**Exercise inputs:**

- - -

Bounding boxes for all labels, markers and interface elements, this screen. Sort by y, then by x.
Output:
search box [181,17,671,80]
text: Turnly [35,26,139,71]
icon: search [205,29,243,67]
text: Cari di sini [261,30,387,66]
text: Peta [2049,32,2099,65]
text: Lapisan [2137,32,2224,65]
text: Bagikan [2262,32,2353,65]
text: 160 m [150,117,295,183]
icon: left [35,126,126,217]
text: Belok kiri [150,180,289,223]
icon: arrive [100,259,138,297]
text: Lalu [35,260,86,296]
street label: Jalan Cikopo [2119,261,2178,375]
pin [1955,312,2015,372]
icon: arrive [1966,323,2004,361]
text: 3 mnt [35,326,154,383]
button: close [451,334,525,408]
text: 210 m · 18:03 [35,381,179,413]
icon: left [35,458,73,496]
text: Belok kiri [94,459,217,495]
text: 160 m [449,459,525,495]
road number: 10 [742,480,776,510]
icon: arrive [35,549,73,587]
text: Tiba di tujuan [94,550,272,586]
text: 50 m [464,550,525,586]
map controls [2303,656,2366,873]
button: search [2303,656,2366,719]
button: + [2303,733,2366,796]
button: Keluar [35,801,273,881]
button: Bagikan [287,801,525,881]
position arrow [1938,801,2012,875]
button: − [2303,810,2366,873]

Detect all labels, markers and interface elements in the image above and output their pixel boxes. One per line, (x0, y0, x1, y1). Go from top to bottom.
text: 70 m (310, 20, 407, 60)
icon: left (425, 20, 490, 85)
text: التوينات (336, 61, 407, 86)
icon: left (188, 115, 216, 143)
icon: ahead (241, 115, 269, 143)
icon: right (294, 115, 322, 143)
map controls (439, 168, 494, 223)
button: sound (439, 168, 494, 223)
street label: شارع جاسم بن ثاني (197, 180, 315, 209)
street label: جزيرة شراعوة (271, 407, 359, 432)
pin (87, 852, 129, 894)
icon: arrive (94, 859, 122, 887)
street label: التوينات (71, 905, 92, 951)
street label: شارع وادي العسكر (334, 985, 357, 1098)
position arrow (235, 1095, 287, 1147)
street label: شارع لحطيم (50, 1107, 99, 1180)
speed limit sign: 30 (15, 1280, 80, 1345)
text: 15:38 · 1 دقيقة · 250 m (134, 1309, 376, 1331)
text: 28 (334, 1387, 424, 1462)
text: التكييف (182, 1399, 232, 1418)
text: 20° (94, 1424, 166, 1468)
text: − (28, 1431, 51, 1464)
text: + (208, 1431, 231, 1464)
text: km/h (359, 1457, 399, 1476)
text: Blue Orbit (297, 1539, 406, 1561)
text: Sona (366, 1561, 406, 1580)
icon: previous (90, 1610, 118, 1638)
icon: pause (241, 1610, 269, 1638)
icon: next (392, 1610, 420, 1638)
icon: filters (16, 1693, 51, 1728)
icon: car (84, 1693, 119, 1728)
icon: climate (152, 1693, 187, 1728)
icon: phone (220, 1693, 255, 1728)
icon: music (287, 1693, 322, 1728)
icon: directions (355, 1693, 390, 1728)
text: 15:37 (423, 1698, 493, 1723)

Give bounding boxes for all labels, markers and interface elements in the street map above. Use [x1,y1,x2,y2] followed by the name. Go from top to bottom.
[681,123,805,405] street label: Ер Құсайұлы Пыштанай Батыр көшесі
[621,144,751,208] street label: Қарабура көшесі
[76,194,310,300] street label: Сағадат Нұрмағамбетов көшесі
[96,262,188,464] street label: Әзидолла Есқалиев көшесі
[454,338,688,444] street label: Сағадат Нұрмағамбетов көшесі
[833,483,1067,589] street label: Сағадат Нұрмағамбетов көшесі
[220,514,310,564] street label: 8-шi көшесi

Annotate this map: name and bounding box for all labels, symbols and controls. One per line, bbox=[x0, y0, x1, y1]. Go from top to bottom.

- - -

Extract the entries above verbatim.

Bounding boxes for all labels, markers and interface elements, this screen. Sort by y, then by x.
Output:
search box [181,17,671,80]
text: Turnly [35,26,139,71]
icon: search [205,29,243,67]
text: Cari di sini [261,30,387,66]
text: Peta [2049,32,2099,65]
text: Lapisan [2137,32,2224,65]
text: Bagikan [2262,32,2353,65]
text: 160 m [150,117,295,183]
icon: left [35,126,126,217]
text: Belok kiri [150,180,289,223]
icon: arrive [100,259,138,297]
text: Lalu [35,260,86,296]
street label: Jalan Cikopo [2119,261,2178,375]
pin [1955,312,2015,372]
icon: arrive [1966,323,2004,361]
text: 3 mnt [35,326,154,383]
button: close [451,334,525,408]
text: 210 m · 18:03 [35,381,179,413]
icon: left [35,458,73,496]
text: Belok kiri [94,459,217,495]
text: 160 m [449,459,525,495]
road number: 10 [742,480,776,510]
icon: arrive [35,549,73,587]
text: Tiba di tujuan [94,550,272,586]
text: 50 m [464,550,525,586]
map controls [2303,656,2366,873]
button: search [2303,656,2366,719]
button: + [2303,733,2366,796]
button: Keluar [35,801,273,881]
button: Bagikan [287,801,525,881]
position arrow [1938,801,2012,875]
button: − [2303,810,2366,873]

Detect all labels, markers and interface elements in the image above and output their pixel boxes. One per line, (x0, y0, x1, y1). Go from top to bottom.
text: 70 m (310, 20, 407, 60)
icon: left (425, 20, 490, 85)
text: التوينات (336, 61, 407, 86)
icon: left (188, 115, 216, 143)
icon: ahead (241, 115, 269, 143)
icon: right (294, 115, 322, 143)
map controls (439, 168, 494, 223)
button: sound (439, 168, 494, 223)
street label: شارع جاسم بن ثاني (197, 180, 315, 209)
street label: جزيرة شراعوة (271, 407, 359, 432)
pin (87, 852, 129, 894)
icon: arrive (94, 859, 122, 887)
street label: التوينات (71, 905, 92, 951)
street label: شارع وادي العسكر (334, 985, 357, 1098)
position arrow (235, 1095, 287, 1147)
street label: شارع لحطيم (50, 1107, 99, 1180)
speed limit sign: 30 (15, 1280, 80, 1345)
text: 15:38 · 1 دقيقة · 250 m (134, 1309, 376, 1331)
text: 28 (334, 1387, 424, 1462)
text: التكييف (182, 1399, 232, 1418)
text: 20° (94, 1424, 166, 1468)
text: − (28, 1431, 51, 1464)
text: + (208, 1431, 231, 1464)
text: km/h (359, 1457, 399, 1476)
text: Blue Orbit (297, 1539, 406, 1561)
text: Sona (366, 1561, 406, 1580)
icon: previous (90, 1610, 118, 1638)
icon: pause (241, 1610, 269, 1638)
icon: next (392, 1610, 420, 1638)
icon: filters (16, 1693, 51, 1728)
icon: car (84, 1693, 119, 1728)
icon: climate (152, 1693, 187, 1728)
icon: phone (220, 1693, 255, 1728)
icon: music (287, 1693, 322, 1728)
icon: directions (355, 1693, 390, 1728)
text: 15:37 (423, 1698, 493, 1723)

Give bounding boxes for all labels, markers and interface elements in the street map above. Use [x1,y1,x2,y2] followed by the name. Go from top to bottom.
[681,123,805,405] street label: Ер Құсайұлы Пыштанай Батыр көшесі
[621,144,751,208] street label: Қарабура көшесі
[76,194,310,300] street label: Сағадат Нұрмағамбетов көшесі
[96,262,188,464] street label: Әзидолла Есқалиев көшесі
[454,338,688,444] street label: Сағадат Нұрмағамбетов көшесі
[833,483,1067,589] street label: Сағадат Нұрмағамбетов көшесі
[220,514,310,564] street label: 8-шi көшесi

Annotate this map: name and bounding box for all labels, symbols and controls. One per line, bbox=[x0, y0, x1, y1]. Go from top to bottom.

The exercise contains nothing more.